Fiery youth leader Malema faces ANC hearing

29th August 2011, Comments 0 comments

South Africa's ruling African National Congress opens a disciplinary hearing Tuesday against the firebrand leader of its youth wing after accusations that he plotted against President Jacob Zuma.

ANC Youth League president Julius Malema -- who has caused controversy with his racially charged rhetoric and flashy lifestyle -- faces charges of "bringing the ANC into disrepute" and "sowing divisions" in the ruling party.

Malema, who is charged along with five other top youth league officials, could be kicked out of the ANC at the closed-door hearing, after being found guilty of criticising Zuma by the party's disciplinary committee last year.

However most analysts expect him to be either suspended or cleared.

Malema was a key ally in Zuma's rise to power, but has since fallen foul of the president, who came to office in 2009 and is struggling to consolidate his support in the ANC ahead of the party's elective conference next year.

Zuma is hoping to be re-elected as the party's president which will allow him to stand for second term as president in the country's national elections in 2014.

The charge against Malema of "sowing divisions" comes after media reports linking him to a movement to oust Zuma as party leader.

The youth league, whose calls to nationalise mines have met resistance from ANC top brass, would reportedly like to see Deputy President Kgalema Motlanthe replace Zuma as party leader -- a shuffle that would almost certainly make Motlanthe the country's next leader, and Zuma a one-term president.

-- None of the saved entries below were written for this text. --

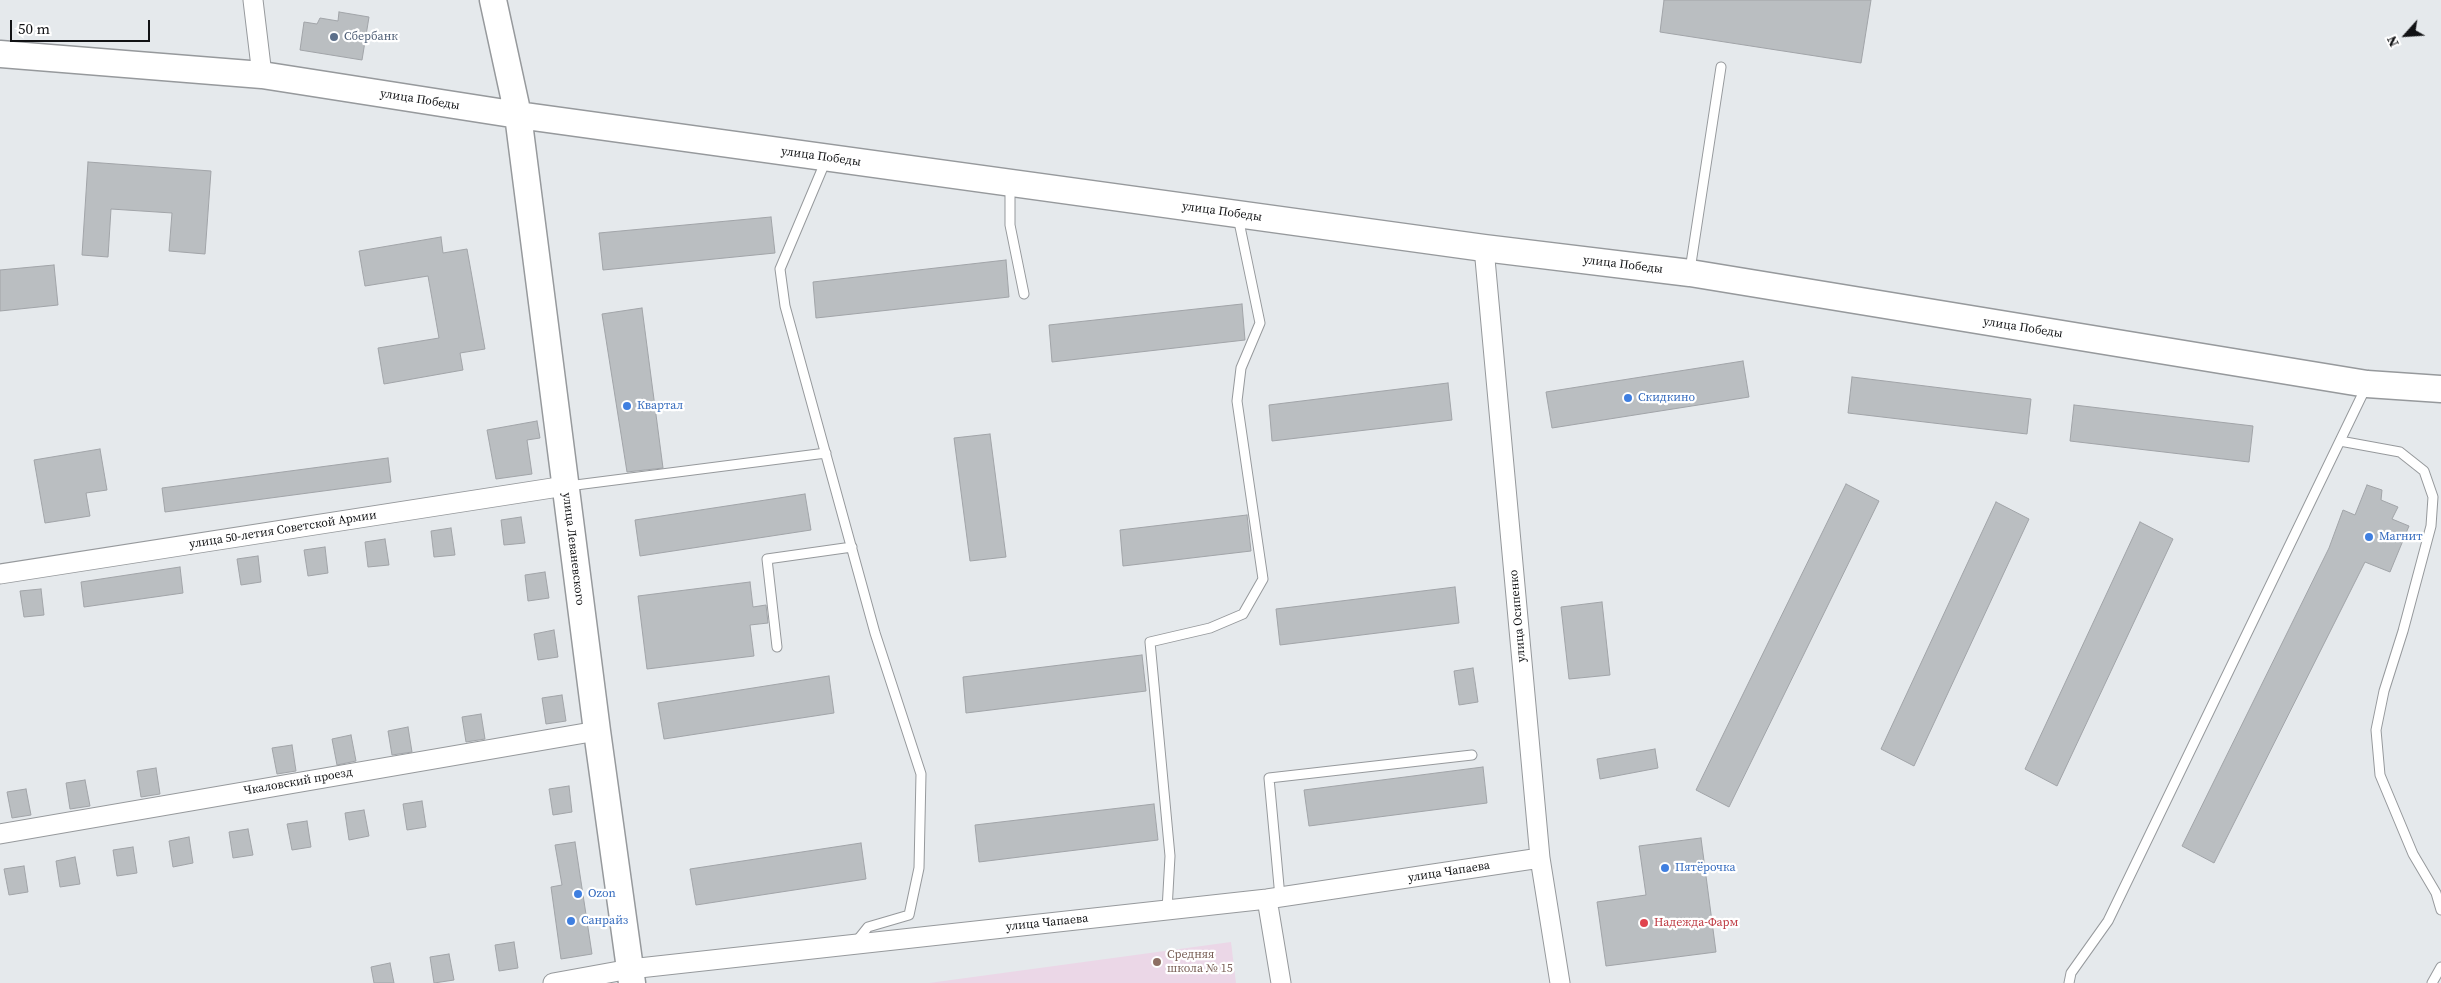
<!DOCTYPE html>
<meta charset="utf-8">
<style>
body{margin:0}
#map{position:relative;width:2441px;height:983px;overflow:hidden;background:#e5e9ec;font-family:"Source Serif 4",serif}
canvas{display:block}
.north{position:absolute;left:2381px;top:10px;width:50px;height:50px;-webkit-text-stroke:4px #fff;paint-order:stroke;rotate:244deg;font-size:14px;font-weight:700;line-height:20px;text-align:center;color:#111214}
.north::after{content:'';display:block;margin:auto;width:18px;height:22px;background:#111214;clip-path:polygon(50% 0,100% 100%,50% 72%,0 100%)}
.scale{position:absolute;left:10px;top:20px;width:140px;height:22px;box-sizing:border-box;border:2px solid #111214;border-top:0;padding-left:6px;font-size:15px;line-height:18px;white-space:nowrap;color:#111214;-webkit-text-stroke:4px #fff;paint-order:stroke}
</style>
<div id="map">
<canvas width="2441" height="983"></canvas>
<div class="north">N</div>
<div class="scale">50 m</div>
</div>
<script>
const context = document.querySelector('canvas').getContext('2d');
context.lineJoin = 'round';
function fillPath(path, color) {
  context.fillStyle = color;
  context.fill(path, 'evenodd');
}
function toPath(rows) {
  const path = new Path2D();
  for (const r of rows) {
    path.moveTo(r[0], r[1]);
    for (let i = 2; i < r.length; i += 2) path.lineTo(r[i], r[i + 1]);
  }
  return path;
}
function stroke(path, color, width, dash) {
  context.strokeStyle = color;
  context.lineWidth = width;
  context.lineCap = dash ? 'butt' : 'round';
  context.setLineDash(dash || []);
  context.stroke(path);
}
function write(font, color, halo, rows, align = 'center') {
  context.font = font + ' "Source Serif 4",serif';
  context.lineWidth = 4.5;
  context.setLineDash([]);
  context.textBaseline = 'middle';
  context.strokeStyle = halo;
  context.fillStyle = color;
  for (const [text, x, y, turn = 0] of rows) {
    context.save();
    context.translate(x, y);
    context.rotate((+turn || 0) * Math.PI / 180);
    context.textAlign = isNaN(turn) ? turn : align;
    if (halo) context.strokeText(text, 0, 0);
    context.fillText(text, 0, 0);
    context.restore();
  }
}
fillPath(toPath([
 [1231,942,1236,983,929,983]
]), '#ebd7e7');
const building = toPath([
 [1664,0,1871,0,1861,63,1660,32,1664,0],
 [339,12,369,17,362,60,300,50,304,22,317,24,320,18,338,21,339,12],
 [88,162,211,171,205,254,169,251,172,213,111,209,108,257,82,255,88,162],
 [771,217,775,253,603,270,599,233,771,217],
 [441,237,443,253,467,249,485,349,460,353,463,370,384,384,378,348,439,338,428,276,365,286,359,251,441,237],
 [1006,260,1009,297,816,318,813,282,1006,260],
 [54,265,58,305,0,311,0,270,54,265],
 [1242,304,1245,340,1052,362,1049,325,1242,304],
 [642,308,663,468,627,472,602,314,642,308],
 [1743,361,1749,397,1552,428,1546,392,1743,361],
 [1852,377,2031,399,2027,434,1848,413,1852,377],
 [1448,383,1452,420,1272,441,1269,405,1448,383],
 [2074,405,2253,426,2249,462,2070,441,2074,405],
 [537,421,540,438,527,440,532,474,496,479,487,430,537,421],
 [990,434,1006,557,970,561,954,438,990,434],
 [100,449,107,490,86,493,90,516,45,523,34,460,100,449],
 [388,458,391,482,165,512,162,488,388,458],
 [1846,484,1879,501,1729,807,1696,790,1846,484],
 [2367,485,2382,490,2381,500,2398,507,2392,519,2409,526,2390,572,2365,562,2214,863,2182,846,2329,548,2343,510,2355,515,2367,485],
 [805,494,811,530,640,556,635,520,805,494],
 [1996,502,2029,519,1914,766,1881,749,1996,502],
 [1247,515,1251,551,1123,566,1120,530,1247,515],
 [521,517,525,543,504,545,501,520,521,517],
 [2140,522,2173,539,2057,786,2025,769,2140,522],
 [451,528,455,555,434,557,431,531,451,528],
 [385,539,389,565,368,567,365,542,385,539],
 [325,547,328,573,308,576,304,550,325,547],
 [258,556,261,582,241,585,237,559,258,556],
 [180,567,183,593,84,607,81,582,180,567],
 [545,572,549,598,528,601,525,575,545,572],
 [750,582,753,607,766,605,768,623,750,625,754,656,647,669,638,596,750,582],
 [1455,587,1459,623,1280,645,1276,609,1455,587],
 [41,589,44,615,24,617,20,591,41,589],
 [1602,602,1610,675,1569,679,1561,607,1602,602],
 [554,630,558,657,538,660,534,634,554,630],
 [1142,655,1146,691,966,713,963,677,1142,655],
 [1473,668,1478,702,1459,705,1454,671,1473,668],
 [829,676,834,713,664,739,658,703,829,676],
 [562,695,566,721,546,724,542,698,562,695],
 [481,714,485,739,466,742,462,717,481,714],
 [408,727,412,752,392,755,388,731,408,727],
 [351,735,356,761,337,765,332,739,351,735],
 [292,745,296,771,277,774,272,748,292,745],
 [1655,749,1658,768,1600,779,1597,759,1655,749],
 [1483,767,1487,803,1309,826,1304,790,1483,767],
 [156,768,160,794,141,797,137,771,156,768],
 [85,780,90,806,70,809,66,783,85,780],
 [569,786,572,812,553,815,549,789,569,786],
 [26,789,31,815,12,818,7,792,26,789],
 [422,801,426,827,407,830,403,804,422,801],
 [1154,804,1158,840,979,862,975,825,1154,804],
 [364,810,369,836,349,840,345,813,364,810],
 [307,821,311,847,292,850,287,824,307,821],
 [248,829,253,855,233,858,229,832,248,829],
 [189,837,193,863,173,867,169,841,189,837],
 [1701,838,1716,952,1606,966,1597,902,1646,895,1639,846,1701,838],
 [575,842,592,954,561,959,551,887,562,885,555,845,575,842],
 [861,843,866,879,696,905,690,869,861,843],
 [133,847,137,873,117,876,113,850,133,847],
 [75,857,80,884,60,887,56,861,75,857],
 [24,866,28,892,9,895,4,869,24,866],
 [514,942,518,968,499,971,495,945,514,942],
 [449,954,454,980,434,983,430,957,449,954],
 [390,963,394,983,374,983,371,967,390,963]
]);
fillPath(building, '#babec1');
stroke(building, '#a1a4a8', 1);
const lane = toPath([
 [826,160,780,269,785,306,875,633,921,774,919,868,909,915,868,927,856,942],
 [1010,185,1010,225,1024,294],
 [1690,270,1721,67],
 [2340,441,2400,452,2424,471,2433,497,2431,526,2403,631,2384,691,2376,730,2380,775,2413,854,2436,893,2441,910],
 [568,486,826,453],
 [777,647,767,559,852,547],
 [1280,897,1269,778,1472,755],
 [1167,910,1170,856,1150,642,1210,628,1243,614,1263,579,1237,401,1241,368,1260,323,1238,217],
 [2069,983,2071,973,2108,921,2366,387],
 [2432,983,2441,967]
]);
const street = toPath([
 [253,0,262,75],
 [1484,248,1540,858,1560,983],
 [0,574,565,486],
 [0,834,597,731],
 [1267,899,1281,983],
 [553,983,630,969,1267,899,1540,858]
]);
const secondary = toPath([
 [493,0,518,115,597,731,632,983],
 [0,54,262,75,518,115,1484,248,1690,273,2367,384,2441,389]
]);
stroke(lane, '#96999c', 11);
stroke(street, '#96999c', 21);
stroke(secondary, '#96999c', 29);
stroke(lane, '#fff', 9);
stroke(street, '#fff', 19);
stroke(secondary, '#fff', 26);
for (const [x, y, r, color] of [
 [334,37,5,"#5c6f8a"],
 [1628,398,5,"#3f7fe0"],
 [627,406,5,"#3f7fe0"],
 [2369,537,5,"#3f7fe0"],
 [1665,868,5,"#3f7fe0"],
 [578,894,5,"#3f7fe0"],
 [571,921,5,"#3f7fe0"],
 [1644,923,5,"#e0444e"],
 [1157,962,5,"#8d6e63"]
]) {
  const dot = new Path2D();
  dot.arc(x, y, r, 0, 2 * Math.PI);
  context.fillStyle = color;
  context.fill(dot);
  stroke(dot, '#fff', 2);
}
write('12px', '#4e5e75', '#fff', [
 ["Сбербанк",344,37]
], 'left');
write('12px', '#111214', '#fff', [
 ["улица Победы",420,100,9],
 ["улица Победы",821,157,8],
 ["улица Победы",1222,212,8],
 ["улица Победы",1623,265,7],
 ["улица Победы",2023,328,9],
 ["улица 50-летия Советской Армии",283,530,-9],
 ["улица Леваневского",573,549,83],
 ["улица Осипенко",1518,616,-95],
 ["Чкаловский проезд",298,782,-10],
 ["улица Чапаева",1449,872,-9],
 ["улица Чапаева",1047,923,-6]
]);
write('12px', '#366cbe', '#fff', [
 ["Скидкино",1638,398],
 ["Квартал",637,406],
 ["Магнит",2379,537],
 ["Пятёрочка",1675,868],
 ["Ozon",588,894],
 ["Санрайз",581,921]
], 'left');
write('12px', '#be3a42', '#fff', [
 ["Надежда-Фарм",1654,923]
], 'left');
write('12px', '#785e54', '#fff', [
 ["Средняя",1167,955],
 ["школа № 15",1167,969]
], 'left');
</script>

Despite the cooling of relations with one-time ally Zuma, Malema remains immensely powerful within the ANC whose youth wing is one of the main components of the party's electoral college. It was co-founded by Nelson Mandela.

He enjoys a large personal following and has drawn crowds numbering in their thousands at recent court appearances.

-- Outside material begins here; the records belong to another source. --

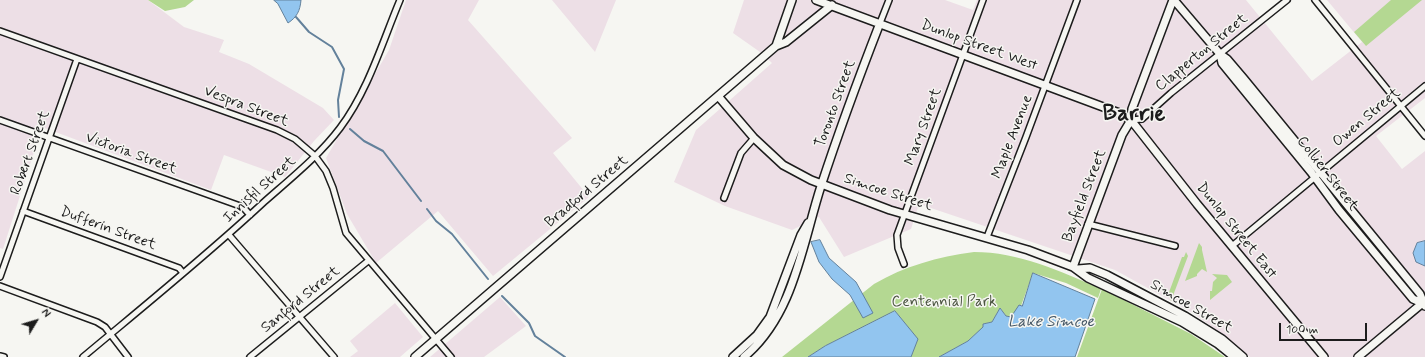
<!DOCTYPE html>
<style>
body{margin:0}
#map{position:relative;width:1425px;height:357px;overflow:hidden;background:#f6f6f2;font-family:Mynerve,sans-serif}
canvas{display:block}
.north{position:absolute;left:16px;top:301px;width:40px;height:40px;-webkit-text-stroke:3px #f6f6f2;paint-order:stroke;rotate:52deg;font-size:11px;font-weight:700;line-height:16px;text-align:center;color:#1c1c1c}
.north::after{content:'';display:block;margin:auto;width:14px;height:18px;background:#1c1c1c;clip-path:polygon(50% 0,100% 100%,50% 72%,0 100%)}
.scale{position:absolute;left:1279px;top:323px;width:88px;height:18px;box-sizing:border-box;border:2px solid #1c1c1c;border-top:0;padding-left:5px;font-size:12px;line-height:14px;white-space:nowrap;color:#1c1c1c;-webkit-text-stroke:3px #f6f6f2;paint-order:stroke}
</style>
<div id="map">
<canvas width="1425" height="357"></canvas>
<div class="north">N</div>
<div class="scale">100 m</div>
</div>
<script>
const context = document.querySelector('canvas').getContext('2d');
context.lineJoin = 'round';
function fill(path, color) {
  context.fillStyle = color;
  context.fill(path, 'evenodd');
}
function trace(path, color, width, dash) {
  context.strokeStyle = color;
  context.lineWidth = width;
  context.lineCap = dash ? 'butt' : 'round';
  context.setLineDash(dash || []);
  context.stroke(path);
}
function label(font, color, halo, rows, align = 'center') {
  context.font = font + ' Mynerve,sans-serif';
  context.lineWidth = 3;
  context.setLineDash([]);
  context.textBaseline = 'middle';
  context.strokeStyle = halo;
  context.fillStyle = color;
  for (const [text, x, y, turn = 0] of rows) {
    context.save();
    context.translate(x, y);
    context.rotate((+turn || 0) * Math.PI / 180);
    context.textAlign = isNaN(turn) ? turn : align;
    if (halo) context.strokeText(text, 0, 0);
    context.fillText(text, 0, 0);
    context.restore();
  }
}
fill(new Path2D(`
 M 0,0 L 148,0 L 184,27 L 224,40 L 219,52 L 249,64 L 323,108 L 334,120 L 314,141 L 285,177 L 224,155 L 211,190 L 42,127 L 3,249 L 0,248 Z
 M 406,0 L 479,0 L 468,20 L 572,138 L 553,153 L 589,197 L 493,276 L 438,211 L 376,263 L 347,214 L 326,158 L 389,50 Z
 M 552,0 L 616,0 L 595,52 Z
 M 744,0 L 945,0 L 973,10 L 977,0 L 1246,0 L 1312,81 L 1362,42 L 1327,0 L 1425,0 L 1425,98 L 1376,136 L 1402,169 L 1425,151 L 1425,357 L 1250,357 L 1221,333 L 1191,312 L 1115,270 L 919,204 L 911,229 L 844,257 L 819,217 L 792,230 L 725,206 L 674,182 L 696,130 L 772,63 L 760,52 L 733,33 Z
 M 500,297 L 526,326 L 484,357 L 430,357 Z
 M 395,303 L 423,337 L 400,357 L 350,357 L 358,351 L 350,341 Z`), '#eddfe6');
fill(new Path2D(`
 M 148,0 L 194,0 L 185,7 L 165,11 Z
 M 1391,0 L 1422,0 L 1366,46 L 1354,32 Z
 M 1199,243 L 1202,247 L 1202,250 L 1207,272 L 1202,269 L 1197,274 L 1197,276 L 1185,281 Z
 M 974,252 C 1018,252 1061,271 1101,289 L 1098,298 L 1066,283 L 1033,273 L 1021,306 L 1019,306 L 1011,317 L 1006,316 L 1000,308 L 992,322 L 983,324 L 984,327 L 968,341 L 939,357 L 911,357 L 917,339 L 895,311 L 825,346 L 808,357 L 782,357 L 874,284 C 905,266 937,257 974,252 Z
 M 1186,252 L 1188,256 L 1171,301 L 1168,295 L 1182,257 L 1184,257 Z
 M 1212,274 L 1227,275 L 1232,282 L 1210,300 L 1210,291 L 1212,291 L 1213,282 L 1217,278 Z
 M 1102,289 L 1191,334 L 1225,357 L 1077,357 Z`), '#b4d892');
const water = new Path2D(`
 M 274,0 L 301,0 C 300,11 297,17 288,23 L 278,4 Z
 M 820,240 L 829,258 L 856,282 L 873,313 L 863,318 L 850,295 L 832,279 L 819,262 L 811,242 Z
 M 1425,241 L 1425,266 L 1416,262 L 1413,253 L 1417,243 Z
 M 1033,273 L 1095,299 L 1075,357 L 939,357 L 968,341 L 983,327 L 983,324 L 992,322 L 1000,308 L 1006,316 L 1011,317 L 1019,305 L 1022,306 Z
 M 895,311 L 918,339 L 911,357 L 808,357 L 825,346 Z`);
fill(water, '#92c5ef');
trace(water, '#63819b', 1);
trace(new Path2D(`
 M 296,17 L 309,32 L 332,47 L 344,69 L 338,100 L 339,117
 M 350,129 L 364,141 L 383,151 L 421,201
 M 427,209 L 436,221 L 452,234 L 488,279
 M 502,296 L 529,323 L 535,336 L 565,357`), '#63819b', 2);
const street = new Path2D(`
 M 1315,0 L 1425,136
 M 880,23 L 889,0
 M 0,31 L 277,130 L 295,139 L 315,156 L 326,171 L 333,188 L 346,233 L 451,357
 M 0,120 L 243,207 L 250,215
 M 1131,120 L 1142,119 L 1171,93 L 1287,0
 M 724,198 L 741,153 L 754,138
 M 23,211 L 179,268 L 183,273
 M 1088,224 L 1175,246
 M 229,235 L 334,357
 M 987,237 L 1026,137 L 1077,0
 M 1232,246 L 1425,86
 M 904,264 L 898,248 L 897,235 L 983,0
 M 0,277 L 77,59
 M 0,286 L 97,322 L 105,327 L 128,357
 M 0,356 L 4,357
 M 83,357 C 144,306 206,256 264,202 C 290,179 319,156 340,128 C 368,91 382,43 400,0
 M 250,357 L 368,261`);
const secondary = new Path2D(`
 M 816,0 L 1122,114 L 1131,120 L 1197,204 L 1324,357
 M 1174,0 L 1220,54 L 1227,59 L 1244,79 L 1420,294 L 1425,306
 M 776,46 L 792,0
 M 1220,54 L 1222,63 L 1311,172 L 1339,210 L 1413,299 L 1422,303
 M 718,96 L 754,138 L 783,165 L 811,180 L 890,210 L 1028,250 L 1073,267 L 1088,278 L 1182,322 L 1218,344 L 1234,357
 M 1073,267 L 1122,135 L 1131,120 L 1132,109 L 1173,0
 M 1078,269 L 1090,268 L 1107,275 L 1185,316 L 1222,339 L 1243,357
 M 415,357 L 776,46 L 786,42 L 832,5
 M 733,357 L 757,335 L 770,317 L 801,235 L 808,223
 M 744,357 C 794,315 802,245 821,186 C 839,131 859,77 880,23
 M 1358,357 L 1425,301`);
trace(street, '#1c1c1c', 8);
trace(secondary, '#1c1c1c', 10);
trace(street, '#f6f6f2', 5);
trace(secondary, '#f6f6f2', 7);
label('15px', '#1c1c1c', '#f6f6f2', [
 ["Dunlop Street West",979,46,20],
 ["Clapperton Street",1202,53,-39],
 ["Toronto Street",836,104,-70],
 ["Vespra Street",246,107,21],
 ["Owen Street",1367,118,-40],
 ["Mary Street",924,127,-70],
 ["Maple Avenue",1013,137,-69],
 ["Robert Street",31,153,-70],
 ["Victoria Street",131,154,20],
 ["Collier Street",1327,174,52],
 ["Innisfil Street",260,190,-42],
 ["Bradford Street",587,192,-40],
 ["Simcoe Street",888,193,18],
 ["Bayfield Street",1085,196,-69],
 ["Dufferin Street",108,229,20],
 ["Dunlop Street East",1236,231,51],
 ["Sanford Street",301,300,-39],
 ["Simcoe Street",1191,307,30]
]);
label('15px', '#4a543f', '#f6f6f2', [
 ["Centennial Park",944,303]
]);
label('italic 16px', '#455766', '#f6f6f2', [
 ["Lake Simcoe",1051,323]
]);
label('bold 23px', '#1c1c1c', '#f6f6f2', [
 ["Barrie",1134,115]
]);
</script>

The charge of "bringing the ANC into disrepute" stems from a call last month by Malema for regime change in neighbouring Botswana, a diamond-rich country that he said had a "puppet government" that was "in full cooperation with imperialists."

Malema later apologised for the remarks after a public rebuke from the ANC.

The 30-year-old leader has never been far from controversy since winning election as the league's president in 2008.

His calls to nationalise the country's mines and redistribute profits to poor blacks have set the mining industry and international investors on edge.

And he has been a polarising figure in post-apartheid race relations with his talent for claiming front pages with racially charged rhetoric.

Malema was taken to court in May this year for publicly singing an anti-apartheid struggle song whose chorus loosely translates as "shoot the white farmer".

The lobby group that brought the case wants the song banned as hate speech. The judge's ruling is still pending.

Malema also caused an outcry last year when he kicked a BBC journalist out of a press conference, calling him a "bastard" and a "bloody agent" with a "white tendency" after the journalist interrupted him.

Malema's vocal support for long-time Zimbabwean President Robert Mugabe has also garnered criticism and posed a diplomatic headache for Zuma, who is trying to broker peace between Mugabe and Prime Minister Morgan Tsvangirai in their uneasy power-sharing agreement.

Despite his political base among impoverished blacks, Malema has become known for his posh standard of living. He makes his home in the upmarket Johannesburg neighbourhood of Sandton, wears a Breitling watch and has a taste for fast cars and Gucci suits.

His wealth became the subject of a police investigation after a local newspaper reported he was the beneficiary of a trust fund that allegedly received kickbacks from businesses that won valuable government tenders.